Knights Landing details at RWT

RecessionCone · Mar 27, 2015

Jawed said:
The reason GPUs became interesting is that they offered 1-2 orders of magnitude greater compute density or performance per watt or per $ (and combinations thereof).

None of those things apply with Knights Landing in the wild. And it will run the code that everyone has been running, and happily support compute paradigms beyond crappy old MPI and OpenMP.

You can freely choose your desired mix of task- and data-parallel kernels within a single architecture, memory hierarchy, execution model, instruction set and clustering topology. It's a flat, sane landscape.

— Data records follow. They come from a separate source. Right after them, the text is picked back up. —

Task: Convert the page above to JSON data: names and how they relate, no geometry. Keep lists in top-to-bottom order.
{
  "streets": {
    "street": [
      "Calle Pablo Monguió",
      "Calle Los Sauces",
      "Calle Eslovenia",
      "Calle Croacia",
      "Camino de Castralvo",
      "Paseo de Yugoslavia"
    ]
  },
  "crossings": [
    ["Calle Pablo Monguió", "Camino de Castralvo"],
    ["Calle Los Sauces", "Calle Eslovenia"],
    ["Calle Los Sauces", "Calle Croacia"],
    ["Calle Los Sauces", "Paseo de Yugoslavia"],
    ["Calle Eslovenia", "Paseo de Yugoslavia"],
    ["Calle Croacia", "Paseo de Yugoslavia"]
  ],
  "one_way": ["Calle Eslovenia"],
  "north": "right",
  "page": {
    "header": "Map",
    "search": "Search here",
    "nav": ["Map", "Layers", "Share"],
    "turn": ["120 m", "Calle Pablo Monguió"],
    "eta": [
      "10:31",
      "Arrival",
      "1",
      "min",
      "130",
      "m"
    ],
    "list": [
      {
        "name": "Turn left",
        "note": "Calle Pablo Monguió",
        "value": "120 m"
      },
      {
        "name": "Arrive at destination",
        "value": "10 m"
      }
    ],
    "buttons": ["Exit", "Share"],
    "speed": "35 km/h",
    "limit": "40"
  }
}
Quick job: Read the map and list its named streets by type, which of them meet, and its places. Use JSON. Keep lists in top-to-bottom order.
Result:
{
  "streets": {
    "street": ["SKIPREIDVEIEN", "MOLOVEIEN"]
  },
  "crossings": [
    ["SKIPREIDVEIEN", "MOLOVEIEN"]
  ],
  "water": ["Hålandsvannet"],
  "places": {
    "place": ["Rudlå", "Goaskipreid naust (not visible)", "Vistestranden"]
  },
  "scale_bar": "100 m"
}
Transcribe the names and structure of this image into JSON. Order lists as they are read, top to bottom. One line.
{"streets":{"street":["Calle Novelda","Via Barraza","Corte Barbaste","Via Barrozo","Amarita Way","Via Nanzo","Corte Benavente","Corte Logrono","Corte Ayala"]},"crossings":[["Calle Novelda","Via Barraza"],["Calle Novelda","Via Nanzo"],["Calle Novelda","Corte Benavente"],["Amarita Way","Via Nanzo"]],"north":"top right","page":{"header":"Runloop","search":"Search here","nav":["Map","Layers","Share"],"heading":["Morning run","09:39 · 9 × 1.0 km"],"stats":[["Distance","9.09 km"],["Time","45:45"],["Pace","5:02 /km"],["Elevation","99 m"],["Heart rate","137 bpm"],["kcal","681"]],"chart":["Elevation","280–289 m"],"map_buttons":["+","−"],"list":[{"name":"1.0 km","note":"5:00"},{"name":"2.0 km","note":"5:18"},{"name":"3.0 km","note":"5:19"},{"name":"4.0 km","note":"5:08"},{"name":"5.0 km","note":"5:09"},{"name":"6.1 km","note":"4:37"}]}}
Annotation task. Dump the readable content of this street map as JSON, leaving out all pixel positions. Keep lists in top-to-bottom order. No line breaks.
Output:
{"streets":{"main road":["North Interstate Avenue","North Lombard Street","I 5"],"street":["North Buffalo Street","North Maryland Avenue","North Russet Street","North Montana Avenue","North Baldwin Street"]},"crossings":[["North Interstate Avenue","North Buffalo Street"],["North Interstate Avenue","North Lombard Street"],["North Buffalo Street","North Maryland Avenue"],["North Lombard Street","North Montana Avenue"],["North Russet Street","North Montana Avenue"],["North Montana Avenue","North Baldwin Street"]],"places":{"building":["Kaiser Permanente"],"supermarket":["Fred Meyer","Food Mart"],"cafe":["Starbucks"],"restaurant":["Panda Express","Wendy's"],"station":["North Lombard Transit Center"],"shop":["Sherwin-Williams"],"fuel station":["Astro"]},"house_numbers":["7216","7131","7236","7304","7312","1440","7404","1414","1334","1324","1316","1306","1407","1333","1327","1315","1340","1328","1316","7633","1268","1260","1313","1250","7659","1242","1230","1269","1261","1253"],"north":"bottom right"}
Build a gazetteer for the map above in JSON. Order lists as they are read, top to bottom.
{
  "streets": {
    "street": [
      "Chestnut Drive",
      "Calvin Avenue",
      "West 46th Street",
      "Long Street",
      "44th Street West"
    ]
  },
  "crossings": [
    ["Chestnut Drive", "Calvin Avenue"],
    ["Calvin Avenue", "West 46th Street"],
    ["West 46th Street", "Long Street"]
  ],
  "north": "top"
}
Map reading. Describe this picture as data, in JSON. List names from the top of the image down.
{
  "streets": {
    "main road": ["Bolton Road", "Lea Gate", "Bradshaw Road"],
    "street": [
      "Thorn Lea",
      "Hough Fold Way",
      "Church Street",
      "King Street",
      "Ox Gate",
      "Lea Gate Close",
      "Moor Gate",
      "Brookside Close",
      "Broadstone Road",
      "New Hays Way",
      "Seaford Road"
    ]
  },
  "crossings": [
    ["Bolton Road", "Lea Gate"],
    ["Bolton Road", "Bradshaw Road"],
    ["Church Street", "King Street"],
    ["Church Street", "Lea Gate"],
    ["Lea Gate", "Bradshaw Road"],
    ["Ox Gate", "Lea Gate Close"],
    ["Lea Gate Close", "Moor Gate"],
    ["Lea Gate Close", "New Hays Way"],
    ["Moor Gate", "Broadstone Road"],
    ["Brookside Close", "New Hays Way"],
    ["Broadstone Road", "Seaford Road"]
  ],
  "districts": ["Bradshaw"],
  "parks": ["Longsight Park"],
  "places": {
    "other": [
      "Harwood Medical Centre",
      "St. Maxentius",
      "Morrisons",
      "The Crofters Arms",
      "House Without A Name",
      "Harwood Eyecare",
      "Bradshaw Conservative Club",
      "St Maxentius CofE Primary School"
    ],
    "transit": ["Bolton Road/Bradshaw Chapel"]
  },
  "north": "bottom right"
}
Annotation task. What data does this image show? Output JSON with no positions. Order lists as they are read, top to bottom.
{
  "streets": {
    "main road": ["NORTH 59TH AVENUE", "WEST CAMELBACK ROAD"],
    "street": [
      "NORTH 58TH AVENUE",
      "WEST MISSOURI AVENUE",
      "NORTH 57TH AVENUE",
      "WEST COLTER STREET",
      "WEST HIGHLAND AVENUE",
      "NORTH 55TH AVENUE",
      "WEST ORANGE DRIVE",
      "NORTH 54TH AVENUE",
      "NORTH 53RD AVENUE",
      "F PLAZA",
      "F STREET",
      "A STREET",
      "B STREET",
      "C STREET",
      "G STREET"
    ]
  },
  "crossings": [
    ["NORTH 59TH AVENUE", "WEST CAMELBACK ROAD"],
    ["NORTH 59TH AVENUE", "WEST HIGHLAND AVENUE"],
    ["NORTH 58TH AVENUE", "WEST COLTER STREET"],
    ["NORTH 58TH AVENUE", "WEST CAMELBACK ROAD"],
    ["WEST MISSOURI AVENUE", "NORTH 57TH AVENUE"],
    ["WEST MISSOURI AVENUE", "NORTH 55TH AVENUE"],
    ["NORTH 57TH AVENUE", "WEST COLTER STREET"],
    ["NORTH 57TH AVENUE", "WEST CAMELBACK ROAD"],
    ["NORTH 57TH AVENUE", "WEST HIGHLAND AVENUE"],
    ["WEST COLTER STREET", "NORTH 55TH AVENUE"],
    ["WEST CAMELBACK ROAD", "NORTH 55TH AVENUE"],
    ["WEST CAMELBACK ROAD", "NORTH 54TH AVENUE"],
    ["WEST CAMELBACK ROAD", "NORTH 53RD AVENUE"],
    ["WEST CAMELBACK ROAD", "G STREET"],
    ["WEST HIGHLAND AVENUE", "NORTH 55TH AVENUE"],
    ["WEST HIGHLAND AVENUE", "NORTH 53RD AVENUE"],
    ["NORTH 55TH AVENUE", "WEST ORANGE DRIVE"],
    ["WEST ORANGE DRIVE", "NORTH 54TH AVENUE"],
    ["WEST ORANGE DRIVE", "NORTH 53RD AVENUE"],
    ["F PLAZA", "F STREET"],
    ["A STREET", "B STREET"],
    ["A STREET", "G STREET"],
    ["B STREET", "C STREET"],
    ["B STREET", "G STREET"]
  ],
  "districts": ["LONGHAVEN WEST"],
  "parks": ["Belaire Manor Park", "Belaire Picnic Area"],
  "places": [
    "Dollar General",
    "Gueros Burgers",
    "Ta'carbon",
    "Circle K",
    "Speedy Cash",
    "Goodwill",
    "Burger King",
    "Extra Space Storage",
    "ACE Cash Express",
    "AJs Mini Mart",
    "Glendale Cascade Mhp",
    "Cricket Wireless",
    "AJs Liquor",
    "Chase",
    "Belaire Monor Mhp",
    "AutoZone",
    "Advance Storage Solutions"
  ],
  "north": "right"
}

Yes, you're right: KNL runs the code you've already been running. However, it runs that code slower than HSW. Have you ever used a Xeon Phi?

Perhaps counter intuitively, there are far more applications in the wild that use CUDA or OpenCL than use KNL vector instructions effectively. KNL is several years too late to the GPU compute party, and it has the same drawbacks as GPUs: if you want improved compute density, you have to rewrite your code in a non-trivial way. However, because it's so late, it has to compete against the far more mature GPU compute ecosystem, with a significant performance/W and performance/$ disadvantage compared to either NVIDIA or AMD GPUs, but without a gaming market to justify Intel's significant R&D costs.

I do computationally dense simulations for a living. We buy large numbers of GPUs, and we couldn't get our work done without them. We write very little CUDA or OpenCL code - it's not necessary to get the job done, thanks to the libraries that already exist. I'd would buy Xeon Phi if it would make my applications run faster, but so far it's been a big disappointment. KNL looks better than KNC in many ways, but adoption will be slow, because the important libraries don't support KNL, and writing code to make Xeon Phi perform well is much more difficult than writing efficient GPU code. After years of broken promises (Larrabee! Knights Ferry! Knights Corner! Knights Landing!), Intel has a lot to prove wrt to Xeon Phi performance on things that matter.

Blazkowicz · Mar 27, 2015

spworley said:
KNL's use of 90GB/sec DDR4 seems laughable at first compared to even today's 300GB/sec GPUs, soon to be 1TB/sec. But the real use of this is for a large data store, not for performance. When you have 16GB of fast MCDRAM on the package, the off-chip DDR4 RAM is essentially used like host system memory is now... a slow but large main data staging and storage region. And for HPC, having that memory as dense DIMMs gives you flexibility and a very large maximum size (384 GB). So I almost think of it as replacing a 6GB/sec PCIE bus to system memory with a 90GB/sec connection instead. KNL is the system now.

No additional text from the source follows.